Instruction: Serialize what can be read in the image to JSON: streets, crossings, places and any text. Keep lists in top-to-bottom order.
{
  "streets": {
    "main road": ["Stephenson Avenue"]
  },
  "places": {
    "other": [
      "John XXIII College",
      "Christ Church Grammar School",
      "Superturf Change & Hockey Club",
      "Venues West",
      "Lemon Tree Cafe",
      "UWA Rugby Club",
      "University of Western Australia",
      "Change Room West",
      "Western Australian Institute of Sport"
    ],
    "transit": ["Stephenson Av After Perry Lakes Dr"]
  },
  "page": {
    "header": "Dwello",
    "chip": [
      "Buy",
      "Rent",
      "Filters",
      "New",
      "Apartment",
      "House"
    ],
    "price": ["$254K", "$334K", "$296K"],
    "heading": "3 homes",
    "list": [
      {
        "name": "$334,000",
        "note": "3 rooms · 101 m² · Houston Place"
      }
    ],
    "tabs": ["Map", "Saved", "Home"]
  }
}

• **YOUR INSTRUCTIONS**: From top to bottom, repeat the data above without alteration.

• **TASK SOLUTION**:
Instruction: Serialize what can be read in the image to JSON: streets, crossings, places and any text. Keep lists in top-to-bottom order.
{
  "streets": {
    "main road": ["Stephenson Avenue"]
  },
  "places": {
    "other": [
      "John XXIII College",
      "Christ Church Grammar School",
      "Superturf Change & Hockey Club",
      "Venues West",
      "Lemon Tree Cafe",
      "UWA Rugby Club",
      "University of Western Australia",
      "Change Room West",
      "Western Australian Institute of Sport"
    ],
    "transit": ["Stephenson Av After Perry Lakes Dr"]
  },
  "page": {
    "header": "Dwello",
    "chip": [
      "Buy",
      "Rent",
      "Filters",
      "New",
      "Apartment",
      "House"
    ],
    "price": ["$254K", "$334K", "$296K"],
    "heading": "3 homes",
    "list": [
      {
        "name": "$334,000",
        "note": "3 rooms · 101 m² · Houston Place"
      }
    ],
    "tabs": ["Map", "Saved", "Home"]
  }
}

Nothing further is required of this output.